1983年の出版というから、かれこれ30年以上も昔の本だ。
これがマンションなら、築30年以上ともなれば、相当ヴィンテージ感があるだろうが、
河合隼雄の本は、今読んでも古さを感じさせない。
それだけ、射程の長い論考になっていると言えるだろう。



河合隼雄によれば、現代において大人になるのが難しのは、未開社会のようなイニシエーションによっては大人になることができない社会を生きているからである。
成熟社会と呼ばれる現在、社会は刻刻変化し、変化に合わせて大人の定義も変化していく。
そのとらえどころのない状況の中で、大人への変化を個人個人で完了させなければならないということだ。
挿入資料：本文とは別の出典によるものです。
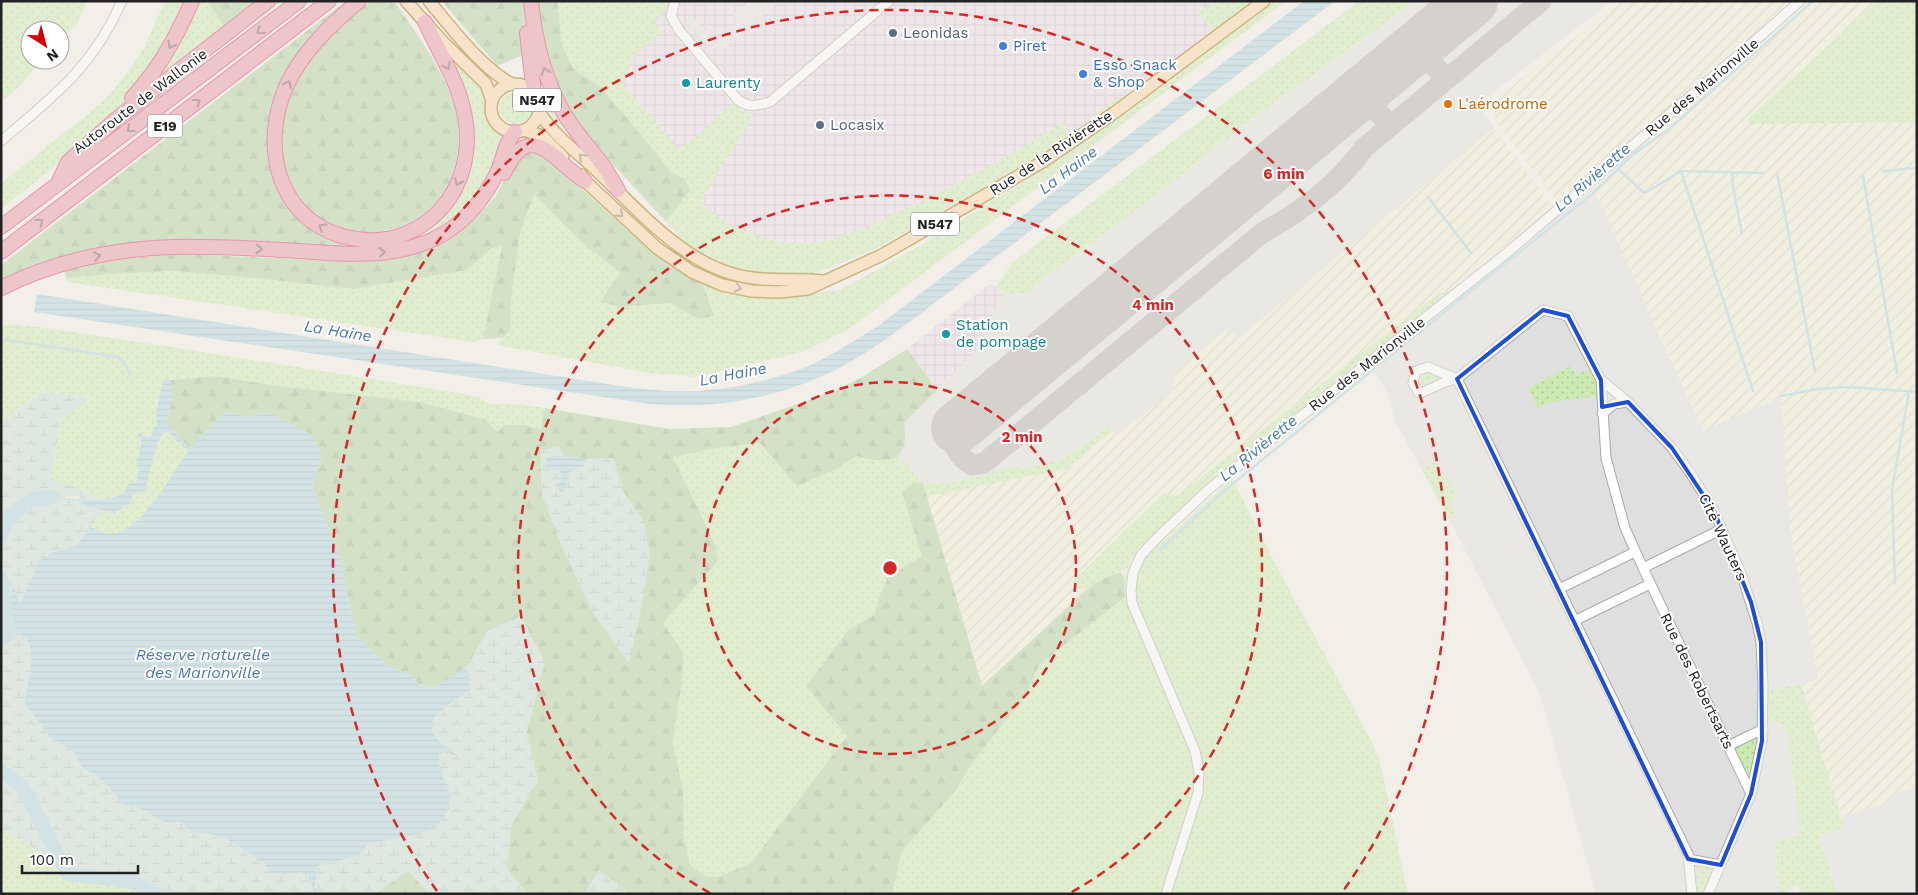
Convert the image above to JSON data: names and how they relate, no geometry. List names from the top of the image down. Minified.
{"streets":{"highway":["Autoroute de Wallonie","E19"],"main road":["N547","Rue de la Rivièrette"],"street":["Rue des Marionville","Cité Wauters","Rue des Robertsarts"]},"crossings":[["N547","Rue de la Rivièrette"],["Cité Wauters","Rue des Robertsarts"]],"water":["La Haine","La Rivièrette","Réserve naturelle des Marionville"],"places":["Leonidas","Piret","Esso Snack & Shop","Laurenty","L'aérodrome","Locasix","Station de pompage"],"scale_bar":"100 m","north":"bottom right","rings":["6 min","4 min","2 min"]}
友だち関係について、「影の共有」ということが指摘されていた。
自分の影(負の側面)と対決を避け、同じ影を持つ友人と戯れることで、影から目を背けようとする。
一緒になって誰かの悪口を言い合ったりする。
そのような関係は、本当の成長を阻害することになる、と河合は言う。
だから、そこから成長するためには、そうした影の共有関係を解消しなければならない。
あるいは、対決しなければならない。

こう書いて思い出すことがある。
自分が、どれだけ友を傷つけ、友を失ってきたか、である。
傷つけた相手は、男だけでなく、女もいた。
その後遺症が、自分の中で尾を引きずっている。
傷は瘡蓋(かさぶた)になり、それが昔は生々しい痛みを伴う傷だった痕跡をとどめている。
友と呼べる存在を持たずに生きている。
どこか自罰的になり、孤立を好むようになった。
でも、今日も駅を歩きながら、あの人は今頃どうしているのだろう?と思った。

多くの仲間を失い、自分を損ない、そうこうしている間に不惑を過ぎ、
今自分は何をしているのか。
まだまだトンネルの中を彷徨っている気分だ。
やはり、その意味を自分の中で何かに昇華させていくべきなのだ。
自分の影と対決すべき時にいるのだ。
きっと、自分の影を克服し、乗り越え、その先に新たな創造が待っている。
その時初めて、僕は僕なりに大人への道を歩んでいると自信を持って言えるにちがいない。